The report tracks a variety of statistics including pack movements and travel habits of collared wolves in the respective environments.
“At the end of August, there were 70 wolves with functioning radio collars that the IFT was actively monitoring,” AZGFD wrote.
Of particular note were two listed mortalities that occurred in August, one in New Mexico and the other in Arizona.
The pack the Arizona mortality belongs to roams mainly on the Fort Apache Indian Reservation.
“In August, AM1343 of the Tsay-O-Ah Pack was located dead in Arizona. This mortality is under investigation,” the report read.
Any shift in wolf population could be impactful for the recovery program. Currently, the Interagency Field Team estimated 114 wolves in the wild at the end of 2017, and, not accounting for births, there have been eight documented deaths since the beginning of the year.
The release also records reports of wolf depredation on livestock and other incidents with people. One incident saw a woman in Hannagan Meadow report a collared wolf walk up the steps to a cabin and attempt to enter a barn before being frightened off. The property had been unoccupied for months before the incident according to the report.

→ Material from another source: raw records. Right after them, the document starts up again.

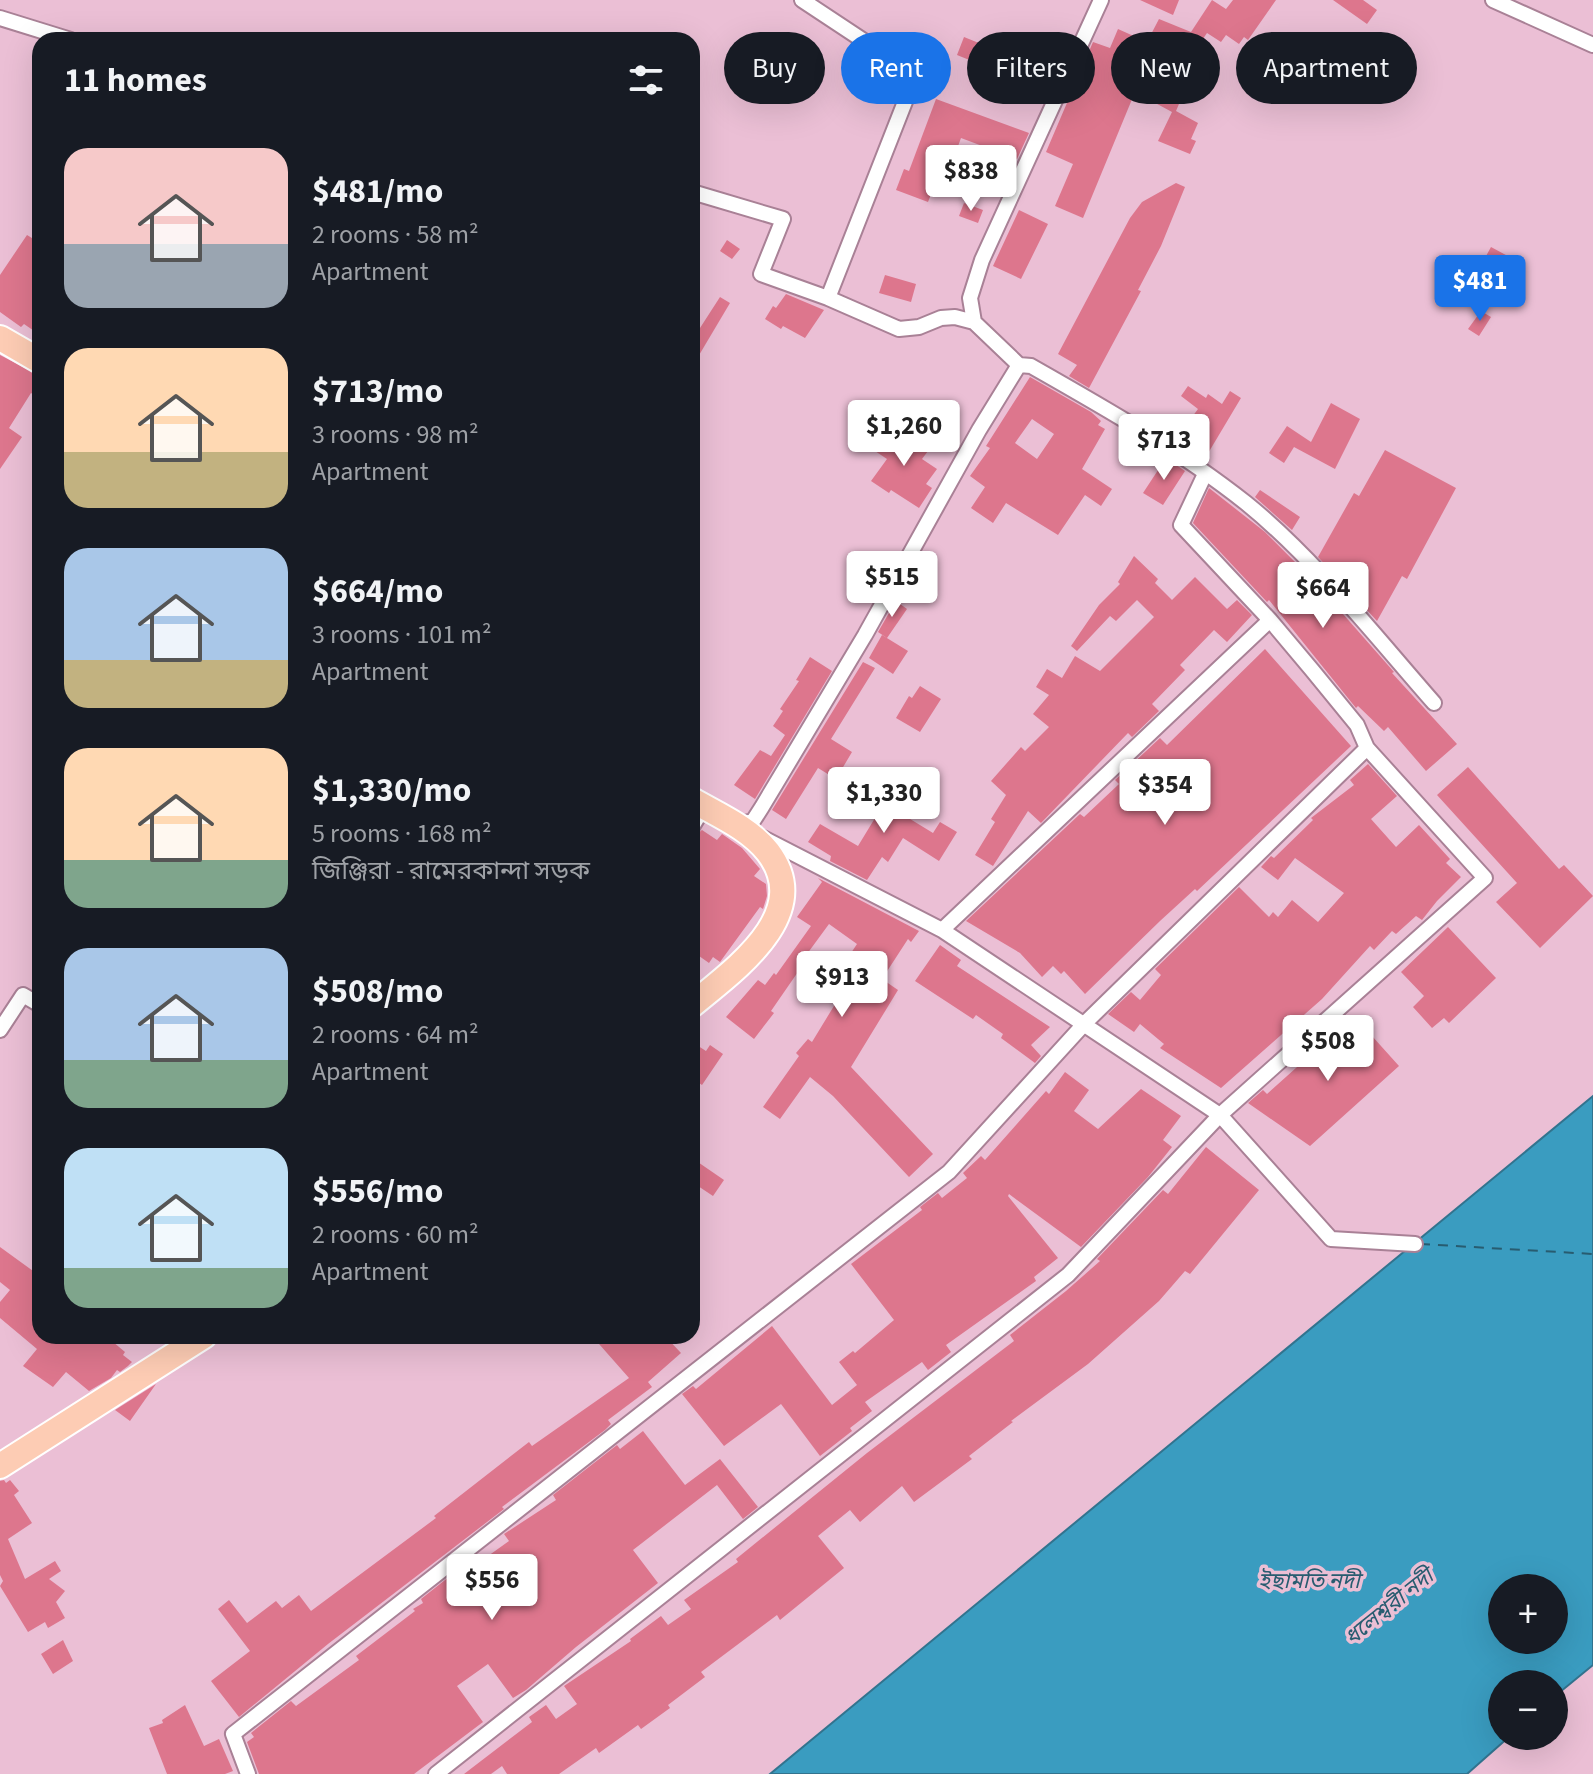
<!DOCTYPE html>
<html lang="en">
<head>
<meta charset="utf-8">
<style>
	:root { --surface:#171b24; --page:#242831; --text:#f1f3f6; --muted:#9ea1a6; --accent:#1a73e8 }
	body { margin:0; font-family:"Source Sans 3","Noto Sans Bengali",sans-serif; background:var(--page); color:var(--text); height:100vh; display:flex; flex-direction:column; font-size:30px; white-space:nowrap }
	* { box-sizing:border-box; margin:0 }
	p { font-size:26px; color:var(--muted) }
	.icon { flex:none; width:44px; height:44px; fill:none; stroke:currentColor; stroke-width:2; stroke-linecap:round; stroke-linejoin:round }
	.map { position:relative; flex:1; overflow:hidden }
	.panel { position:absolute; left:32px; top:32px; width:668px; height:1312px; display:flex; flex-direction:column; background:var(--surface); border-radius:24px; box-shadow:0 8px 32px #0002 }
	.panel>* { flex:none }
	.guide { position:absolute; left:724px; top:32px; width:748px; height:72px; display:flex; gap:16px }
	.tools { position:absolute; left:1488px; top:1574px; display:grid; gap:16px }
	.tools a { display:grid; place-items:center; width:80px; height:80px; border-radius:50%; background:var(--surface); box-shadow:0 8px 32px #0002; font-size:40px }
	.price { position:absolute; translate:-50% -68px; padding:0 18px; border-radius:8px; background:#fff; color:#222; font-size:26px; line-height:52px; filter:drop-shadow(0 2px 4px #0008) }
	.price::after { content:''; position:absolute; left:50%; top:48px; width:24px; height:18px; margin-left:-12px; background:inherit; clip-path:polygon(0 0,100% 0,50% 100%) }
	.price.current { background:var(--accent); color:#fff }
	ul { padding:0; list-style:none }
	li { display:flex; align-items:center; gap:24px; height:200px; padding:0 32px }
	li span { display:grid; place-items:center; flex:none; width:224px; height:160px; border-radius:24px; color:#555 }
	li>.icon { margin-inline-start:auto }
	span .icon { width:96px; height:96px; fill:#fffc; stroke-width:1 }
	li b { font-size:34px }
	h2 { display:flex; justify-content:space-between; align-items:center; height:96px; padding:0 32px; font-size:34px }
	.chip { padding:0 28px; border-radius:36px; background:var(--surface); box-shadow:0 8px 32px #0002; font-size:28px; line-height:72px }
	.chip.current { background:var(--accent); color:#fff }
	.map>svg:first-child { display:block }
</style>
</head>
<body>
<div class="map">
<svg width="1593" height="1774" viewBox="0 0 1593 1774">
	<rect width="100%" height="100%" fill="#ebbfd5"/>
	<!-- water -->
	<path fill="#3a9cc0" stroke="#32738e" stroke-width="2" fill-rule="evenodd" d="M1593,1096V1665L1554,1697V1684H1502V1736H1510L1467,1774H770ZM1502,1588H1554V1640H1502Z"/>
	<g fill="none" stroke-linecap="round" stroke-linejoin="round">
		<!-- ferry -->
		<path stroke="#285c70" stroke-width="2" stroke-dasharray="10 8" stroke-linecap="butt" d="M1420,1244L1593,1254"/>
	</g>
	<!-- building -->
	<path fill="#dd768d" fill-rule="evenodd" d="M1140,0H1179L1173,15Z
		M1212,0L1226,9L1233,0H1276L1248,40L1244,37L1239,44L1226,35L1221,42L1207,33L1184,67L1193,71L1176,111L1198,123L1191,139L1196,141L1190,154L1158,141L1172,112L1135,92L1083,218L1055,206L1073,164L1046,152L1093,42L1110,48L1118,29L1147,42L1159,19L1191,32Z
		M1333,0H1363L1377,10L1367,24Z
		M964,37L1006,54L999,72L957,55Z
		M936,99L1029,133L1017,159L961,138L946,179L938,176L928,202L896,190L904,169L909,171Z
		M1176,183L1185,187L1161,246L1138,290L1141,291L1089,388L1069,376L1077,365L1058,354L1130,218L1142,202Z
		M964,203L983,210L978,223L959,216Z
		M1019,210L1048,224L1021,279L993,266Z
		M27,235L40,243V298L35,306L40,310V335L24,324L21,327L0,312V275Z
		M727,240L740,249L732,259L720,251Z
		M1491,247L1517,261L1495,301L1469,287Z
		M885,275L916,284L911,302L879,293Z
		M786,294L824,310L805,338L783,326L781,329L765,319L773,306L776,308Z
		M720,297L730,303L692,367V323L700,328Z
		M1481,311L1491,317L1479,336L1468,329Z
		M0,355L40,376V386L34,395L31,393L9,428L22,437L0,469Z
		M1030,377L1091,412L1101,421L1098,425L1105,429L1082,469L1112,489L1101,506L1085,495L1058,535L1006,503L993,523L971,508L985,487L970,476L990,448L986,446ZM1032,419L1054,434L1037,459L1015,443Z
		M1188,386L1206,398L1208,394L1222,404L1230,391L1241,398L1204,460L1175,440L1198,409L1181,396Z
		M1331,403L1360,419L1335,469L1294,447L1284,463L1269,453L1287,426L1311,442Z
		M892,427L928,451L922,459L937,469L926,484L932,488L919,508L891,490L889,493L871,481L887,459L875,451Z
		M1385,450L1456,488L1407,579L1402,576L1377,621L1318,557L1354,493L1359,496Z
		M1166,458L1185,471L1163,505L1143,493Z
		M1209,488L1265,532L1313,580L1394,672L1392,673L1457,744L1426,771L1388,727L1384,731L1358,706L1356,708L1269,600L1267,602L1193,523Z
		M1260,490L1300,517L1292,530L1255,497Z
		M1134,556L1158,579L1155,583L1172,600L1195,577L1227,609L1237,600L1252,615L1227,642L1214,630L1180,665L1185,670L1152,704L1159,711L1132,737L1128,733L1041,823L1028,811L993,866L975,855L995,822L991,819L1006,795L991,781L1021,747L1025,751L1049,727L1033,714L1049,695L1036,687L1047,669L1062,678L1075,656L1100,671L1154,617L1137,600L1116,621L1110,616L1077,651L1071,646L1099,605L1120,584L1118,582Z
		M896,601L907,609L887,638L878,632Z
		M882,635L908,651L893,674L869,658Z
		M1265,649L1351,746L1197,891L1195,889L1160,921L1085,994L1064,971L1061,974L1053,966L1042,977L1020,953L966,921L1080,814L1084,817L1119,784L1115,780L1160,738L1167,745Z
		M810,657L832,671L755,799L734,785L760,750L771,756L785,735L773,726L783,711L780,709L799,681L796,680Z
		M863,662L875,668L831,739L852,752L836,779L818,768L786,819L772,810Z
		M920,686L941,699L920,732L896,718L909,696L912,698Z
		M1368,764L1397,796L1371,819L1396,847L1419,825L1450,859L1446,863L1461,877L1437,901L1422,920L1416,916L1396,934L1392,931L1374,950L1370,946L1322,999L1221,1088L1160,1048L1164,1044L1140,1024L1134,1032L1108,1014L1131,992L1140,1000L1161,975L1155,969L1239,887L1269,917L1273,912L1278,917L1292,900L1318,922L1344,893L1295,858L1278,880L1261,867L1271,856L1274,858L1313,820L1311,818L1354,785L1350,780Z
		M1468,767L1559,869L1564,865L1593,896L1540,948L1496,902L1517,883L1437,795Z
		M900,770L917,780L897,811L933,833L940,822L957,832L939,861L903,838L888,862L882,857L867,880L830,861L831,856L808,842L820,824L858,846L886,800L884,799Z
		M841,783L855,792L845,807L831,799Z
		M702,830L717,840L722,834L742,848L760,869L754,876L766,884L767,896L763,909L760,907L720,962L713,957L709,963L692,951V838Z
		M818,878L919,931L911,942L908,939L882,979L898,990L851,1067L933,1154L909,1177L833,1096L810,1077L780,1119L763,1107L799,1056L796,1053L808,1039L812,1042L862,960L851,953L857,944L829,924L807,954L809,956L771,1011L774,1013L754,1039L726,1017L758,980L765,985L774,973L776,975L811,926L797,917L822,882Z
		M1448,927L1496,978L1449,1023L1444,1018L1432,1028L1413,1007L1424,996L1401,972Z
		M940,945L961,960L957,966L1050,1027L1031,1045L1041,1056L1035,1063L1001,1038L1003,1034L976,1015L973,1019L915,981Z
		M1354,1016L1399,1066L1310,1146L1248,1103L1263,1090L1267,1094Z
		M692,1042L706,1051L710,1045L723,1054L702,1085L692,1078Z
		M1065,1072L1089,1090L1074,1111L1098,1129L1141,1089L1181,1116L1163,1140L1172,1147L1148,1177L1081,1247L1009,1194L1008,1196L1058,1258L1034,1277L1036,1281L946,1345L951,1352L928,1370L922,1362L865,1402L872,1411L850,1428L852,1431L820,1456L781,1404L724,1446L682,1394L693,1386L696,1389L772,1326L832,1405L857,1385L839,1362L853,1351L855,1353L894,1320L851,1264L922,1210L920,1207L938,1193L942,1198L967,1178L963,1173L981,1156L985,1160L1046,1091L1049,1094Z
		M1206,1147L1259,1190L1190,1274L1185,1271L1159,1301L1088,1364L1011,1421L1013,1422L969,1456L972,1459L914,1502L902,1486L860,1522L850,1510L818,1536L844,1568L780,1620L777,1615L701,1672L705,1677L668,1705L670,1708L641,1729L638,1725L599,1753L596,1748L559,1774H507L502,1766L491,1774H464L532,1722L529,1717L546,1705L556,1719L577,1704L564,1686L631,1641L630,1639L661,1616L668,1625L691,1609L684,1600L738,1562L736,1559L867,1453L1014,1341L1010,1335L1066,1291L1100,1261L1097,1259L1163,1190L1168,1194Z
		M692,1158L724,1180L713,1196L692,1182Z
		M0,1247L40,1276V1336H106L125,1352L123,1355L132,1362L128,1366L120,1372L117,1370L111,1378L89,1391L66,1372L53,1387L23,1366L37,1349L0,1318V1302L10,1290L0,1282Z
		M592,1336H665L681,1353L648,1382L652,1387L608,1420L611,1424L605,1430L502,1507L504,1509L328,1644L239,1717L211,1681L250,1651L218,1609L229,1600L247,1623L276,1601L282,1608L299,1595L311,1611L436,1518L434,1516L529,1442L532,1446L629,1378Z
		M156,1384L130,1421L115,1410Z
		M643,1431L685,1485L720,1459L758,1507L743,1519L717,1485L633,1550L658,1583L576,1647L526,1690L513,1698L488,1664L457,1686L483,1722L414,1774H259L247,1742L254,1737L251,1733L291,1701L296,1706L359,1660L356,1656L415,1611L413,1609L423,1603L421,1599L464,1565L467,1570L474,1566L509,1541L504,1534L556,1500L553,1495L617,1445L620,1449Z
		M4,1480L6,1483L10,1480L19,1491L14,1495L32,1523L8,1539L25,1579L55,1561L61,1571L49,1579L65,1591L56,1602L65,1618L48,1628L45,1622L28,1632L0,1586L3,1581L0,1575V1481Z
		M63,1640L73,1661L53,1674L41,1654Z
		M185,1705L204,1746L219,1739L233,1771L225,1774H167L149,1728L163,1723L162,1720Z"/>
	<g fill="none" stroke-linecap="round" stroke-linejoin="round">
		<defs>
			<path id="minor" d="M802,0L867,43L910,89L828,298
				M1493,0L1593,45
				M0,18L71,40
				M692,192L783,219L761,274L828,298L899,329L919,327L941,318L955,317L974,322
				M1019,365L1031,366C1105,408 1179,450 1246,503C1314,558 1376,637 1434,703
				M692,827L704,807
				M741,827L737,825L753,821L762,807L865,635L979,430L1019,365L974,322L970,298L982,260L1101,0
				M763,838L942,930L1220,1115L1485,878L1367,748L1357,725L1312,670L1270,620L1181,525L1205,474
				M942,930L1270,620
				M0,1030L23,995L40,1005
				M248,1774L233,1734L949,1172L1085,1023L1367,748
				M436,1774L1068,1275L1220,1115L1331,1239L1415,1244"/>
			<path id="primary" d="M0,338L40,361
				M692,800C718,815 749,828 768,852C815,914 734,970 692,1005
				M0,1466L204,1336"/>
		</defs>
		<!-- minor casing -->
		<use href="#minor" stroke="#a98196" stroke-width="18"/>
		<!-- primary casing -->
		<use href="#primary" stroke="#fff" stroke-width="28"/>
		<!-- minor -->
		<use href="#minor" stroke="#fff" stroke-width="14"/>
		<!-- primary -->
		<use href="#primary" stroke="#fdccb4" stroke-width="24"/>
	</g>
	<g text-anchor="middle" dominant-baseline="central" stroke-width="7" stroke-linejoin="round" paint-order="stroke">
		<!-- water labels -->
		<g font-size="22" font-style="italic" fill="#285c70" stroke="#ebbfd5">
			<text x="1309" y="1581">ইছামতি নদী</text>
			<text transform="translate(1389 1607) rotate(-39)">ধলেশ্বরী নদী</text>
		</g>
	</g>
</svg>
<div class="tools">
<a>+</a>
<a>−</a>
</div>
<b class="price" style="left:971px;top:213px">$838</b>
<b class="price current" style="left:1480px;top:323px">$481</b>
<b class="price" style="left:904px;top:468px">$1,260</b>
<b class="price" style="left:1164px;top:482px">$713</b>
<b class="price" style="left:892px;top:619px">$515</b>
<b class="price" style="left:1323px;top:630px">$664</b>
<b class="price" style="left:1165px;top:827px">$354</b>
<b class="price" style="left:884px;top:835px">$1,330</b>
<b class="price" style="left:842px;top:1019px">$913</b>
<b class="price" style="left:1328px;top:1083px">$508</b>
<b class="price" style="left:492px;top:1622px">$556</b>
<div class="guide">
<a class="chip">Buy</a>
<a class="chip current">Rent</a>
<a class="chip">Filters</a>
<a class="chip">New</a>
<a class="chip">Apartment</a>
</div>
<section class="panel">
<h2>11 homes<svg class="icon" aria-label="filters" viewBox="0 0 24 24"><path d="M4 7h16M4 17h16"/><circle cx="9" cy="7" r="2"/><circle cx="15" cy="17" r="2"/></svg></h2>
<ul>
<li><span style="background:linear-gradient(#f6c9c9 60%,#9aa5b1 0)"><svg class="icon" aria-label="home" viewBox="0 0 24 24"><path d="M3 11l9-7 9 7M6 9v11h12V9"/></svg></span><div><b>$481/mo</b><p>2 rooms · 58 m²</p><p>Apartment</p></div></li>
<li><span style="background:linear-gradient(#ffd9b3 65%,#c2b280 0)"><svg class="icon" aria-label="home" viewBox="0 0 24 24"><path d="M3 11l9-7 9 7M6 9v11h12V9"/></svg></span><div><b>$713/mo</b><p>3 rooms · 98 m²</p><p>Apartment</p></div></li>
<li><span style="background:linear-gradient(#a9c7e8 70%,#c2b280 0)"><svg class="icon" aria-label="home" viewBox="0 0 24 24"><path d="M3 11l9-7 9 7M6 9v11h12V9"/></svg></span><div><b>$664/mo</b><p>3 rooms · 101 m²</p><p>Apartment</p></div></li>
<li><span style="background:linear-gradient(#ffd9b3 70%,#7fa58c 0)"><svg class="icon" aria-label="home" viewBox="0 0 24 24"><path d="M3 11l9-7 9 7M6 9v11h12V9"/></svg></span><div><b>$1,330/mo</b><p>5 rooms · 168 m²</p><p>জিঞ্জিরা - রামেরকান্দা সড়ক</p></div></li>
<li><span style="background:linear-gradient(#a9c7e8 70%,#7fa58c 0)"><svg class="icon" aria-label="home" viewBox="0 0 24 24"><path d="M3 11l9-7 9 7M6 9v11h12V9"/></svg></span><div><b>$508/mo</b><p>2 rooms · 64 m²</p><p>Apartment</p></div></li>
<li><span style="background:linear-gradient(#bfe0f5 75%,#7fa58c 0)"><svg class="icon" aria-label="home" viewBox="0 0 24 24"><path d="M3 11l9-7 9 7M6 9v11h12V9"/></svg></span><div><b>$556/mo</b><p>2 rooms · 60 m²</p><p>Apartment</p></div></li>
</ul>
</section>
</div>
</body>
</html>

The incident closely resembles a similar one in the Blue that saw a family’s dog killed when a wolf approached a dwelling. There were no further sightings.
In another incident a hunter south of Alpine was surrounded by a pack of wolves while out hunting deer in the early morning.
“The hunter told the IFT that he was deer hunting on foot in the early morning when he was surrounded by wolves approximately 100 yards away. The hunter reported that the wolves were growling, barking and moving back and forth. The hunter stated there were as many as nine to 10 wolves. The hunter left the area to return to his vehicle and indicated the wolves followed him out. GPS collar data was used by the IFT to determine the encounter reported by the hunter was with the Prime Canyon Pack, which consists of two adult wolves and a minimum of six pups from this year,” the report stated.
The conclusion of the Interagency Field Team was that the hunter had disturbed a gathering where pups were present, which caused the aggressive behavior.